Cyclooxygenase-2–selective inhibitors: Translating pharmacology into clinical utility
Bruce N. Cronstein, MD
New York University School of Medicine, New York
Correspondence: Bruce N. Cronstein, MD, Professor of Medicine and Pathology, Director, Division of Clinical Pharmacology, Associate Chairman of Medicine for Research, NYU School of Medicine, 550 First Ave, New York, NY 10016; e-mail: firstname.lastname@example.org
The author has indicated that he has received grant or research support from King Pharmaceuticals, has been a consultant for Merck, and is on the speakers’ bureaus of Merck and Amgen.

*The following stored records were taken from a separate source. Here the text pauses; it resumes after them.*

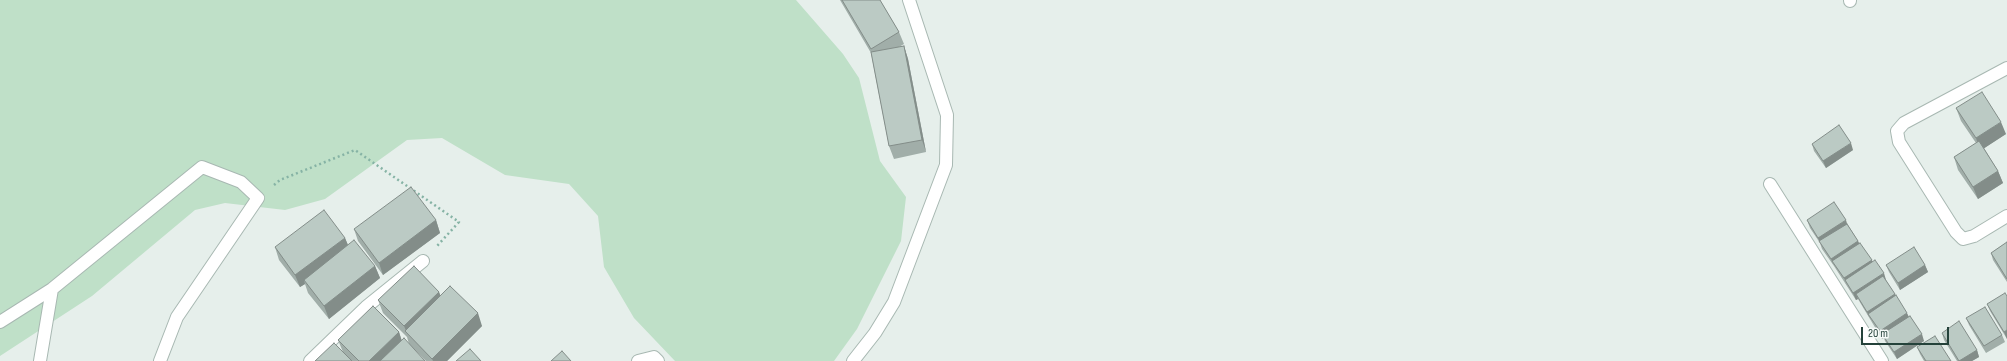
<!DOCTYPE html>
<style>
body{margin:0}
#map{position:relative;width:2007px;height:361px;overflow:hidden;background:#e6efeb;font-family:"Sofia Sans Condensed",sans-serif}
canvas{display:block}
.scale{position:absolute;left:1861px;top:327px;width:88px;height:18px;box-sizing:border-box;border:2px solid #24423a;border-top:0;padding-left:5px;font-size:12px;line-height:14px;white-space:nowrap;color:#24423a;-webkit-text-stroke:3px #f7fbf9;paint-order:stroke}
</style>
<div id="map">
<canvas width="2007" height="361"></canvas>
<div class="scale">20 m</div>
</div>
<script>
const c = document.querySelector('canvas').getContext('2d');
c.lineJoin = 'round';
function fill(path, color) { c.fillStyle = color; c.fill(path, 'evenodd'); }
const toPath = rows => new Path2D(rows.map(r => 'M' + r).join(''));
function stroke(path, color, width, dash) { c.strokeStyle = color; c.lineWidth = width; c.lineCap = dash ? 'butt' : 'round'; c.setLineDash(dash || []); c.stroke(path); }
fill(toPath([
 [0,0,796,0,843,54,859,78,880,161,906,197,901,241,857,329,834,361,675,361,634,318,604,267,598,216,569,184,505,175,442,138,407,140,325,199,285,210,225,203,195,210,92,296,0,356]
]), '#bfe0c8');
const street = toPath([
 [1850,0,1850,1],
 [2007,68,1904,123,1897,131,1899,142,1956,232,1963,239,1974,236,2007,216],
 [1770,184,1882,361],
 [0,322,52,289,202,167,241,182,258,198,177,317,160,361],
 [40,361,52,289],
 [310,361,366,307,423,261],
 [638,361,654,357,658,361],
 [853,361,875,333,894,302,946,165,947,115,909,0]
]);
stroke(street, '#a8b8b2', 14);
stroke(toPath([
 [274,185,280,180,355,150,459,222,437,246]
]), '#86b3a5', 2.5, [2, 3]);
stroke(street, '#fff', 12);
fill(toPath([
 [840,0,880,0,899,32,904,44,899,47,904,46,908,59,926,152,894,159,889,146,871,53],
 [1956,108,2006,134,1984,148,1998,171,2003,183,1978,199,1958,170,1954,157,1976,143,1961,121],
 [1812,144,1853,150,1826,168,1814,151],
 [436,220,440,233,383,275,358,241,354,229],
 [1807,220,1848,225,1858,241,1859,243,1886,280,1924,341,1897,359,1885,341,1884,338,1882,339,1858,299,1856,300,1834,266,1822,249,1820,243,1810,228],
 [345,238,348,245,375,266,380,278,329,319,308,293,305,284,300,287,279,260,275,247],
 [2007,242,2007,282,1993,260,1991,253],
 [1886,265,1925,265,1928,272,1900,290,1889,272],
 [439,292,440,295,482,326,447,361,426,361,409,344,407,337,383,313,378,300],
 [2007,296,2007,339,1990,311,1987,304],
 [1966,318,2002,335,2005,342,1986,353,1969,325],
 [399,332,402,341,425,361,315,361,343,352,338,340],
 [1942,333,1977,350,1979,357,1972,361,1957,361,1944,340],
 [1917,347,1951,361,1924,361,1920,354]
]), '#a1aea9');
fill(toPath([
 [904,46,908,59,926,152,922,140],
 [2001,122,2006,134,1980,151,1976,138],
 [1851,143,1853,150,1826,168,1823,161],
 [1998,171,2003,183,1978,199,1973,187],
 [436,220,440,233,383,275,379,263],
 [1846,220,1848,227,1820,243,1818,238],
 [345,238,350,250,304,280,305,284,300,287,295,275],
 [1858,241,1861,248,1832,261,1834,266,1831,259],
 [1872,260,1874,267,1845,280,1844,278],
 [1925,265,1928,272,1900,290,1898,283],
 [375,266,380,278,329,319,324,306],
 [1884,273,1886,280,1856,294,1858,299,1856,300,1853,293],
 [439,292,444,305,407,333,404,326],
 [1895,294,1897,301,1868,314,1870,319,1867,312],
 [478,313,482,326,447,361,433,361,432,359],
 [1907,313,1910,320,1882,334,1884,338,1882,339,1880,331],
 [2007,330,2007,339,2004,332],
 [399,332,403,345,386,361,369,361],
 [1922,334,1924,341,1897,359,1894,352],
 [1977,350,1979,357,1972,361,1959,361]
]), '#838d89');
const building = toPath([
 [842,0,880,0,899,32,871,49,842,0],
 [904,46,922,140,889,146,871,52,904,46],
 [1982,92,2001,122,1976,138,1956,108,1982,92],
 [1839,125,1851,143,1823,161,1812,144,1839,125],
 [1979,141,1998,171,1973,187,1954,157,1979,141],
 [411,187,436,220,379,263,354,229,411,187],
 [1834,202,1846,220,1818,238,1807,220,1834,202],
 [324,210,345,238,295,275,275,247,324,210],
 [1847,224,1858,241,1831,259,1819,241,1847,224],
 [354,240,375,266,324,306,304,280,354,240],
 [2007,242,2007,279,1991,253,2007,242],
 [1860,243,1872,260,1844,278,1832,261,1860,243],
 [1914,247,1925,265,1898,283,1886,265,1914,247],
 [1875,260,1884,273,1853,293,1845,280,1875,260],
 [414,266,439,292,404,326,378,300,414,266],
 [1883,276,1895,294,1867,312,1856,294,1883,276],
 [450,286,478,313,432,359,405,331,450,286],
 [2005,293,2007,296,2007,330,2004,332,1987,304,2005,293],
 [1896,295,1907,313,1880,331,1868,314,1896,295],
 [373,306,399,332,369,361,359,361,338,340,373,306],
 [1985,307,2002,335,1984,346,1966,318,1985,307],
 [1910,316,1922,334,1894,352,1882,334,1910,316],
 [1959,321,1977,350,1959,361,1942,333,1959,321],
 [1935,336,1951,361,1926,361,1917,347,1935,336],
 [404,338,425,361,380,361,404,338],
 [334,343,352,361,315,361,334,343],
 [470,349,481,361,456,361,470,349],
 [562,351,571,361,551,361,562,351]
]);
fill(building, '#bbcac4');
stroke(building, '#838d89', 1);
</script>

Anti-inflammatory agents have been used for centuries, but only in the last few decades has medical science gained insight into the complex biologic roles of the primary mediators of inflammation, the eicosanoids and their derivatives. Detailed understanding of the prostaglandins and leukotrienes provides a framework for the treatment of pain, inflammation, and fever with aspirin and other nonsteroidal anti-inflammatory drugs (NSAIDs), but these agents have exacted a substantial side effect burden. The discovery of cyclooxygenase-2 (COX-2) has guided development of rationally designed therapeutic agents that have the benefits of older NSAIDs with reduced gastrointestinal toxicity. Elucidation of the structure of COX isoenzymes has been key in the development of coxibs, the COX-2–selective subset of NSAIDs. Methods to determine the degree of COX-2 selectivity have been refined and are indispensable for comparing the relative selectivity of these agents. This review summarizes some of the key aspects of COX biochemistry, structure, and function and the evolution of understanding the mechanism of action of COX-2–selective inhibitors. The clinical relevance of COX-1 compared with COX-2 inhibition is discussed to provide a framework upon which clinicians can better appreciate current and future therapeutic applications of coxibs.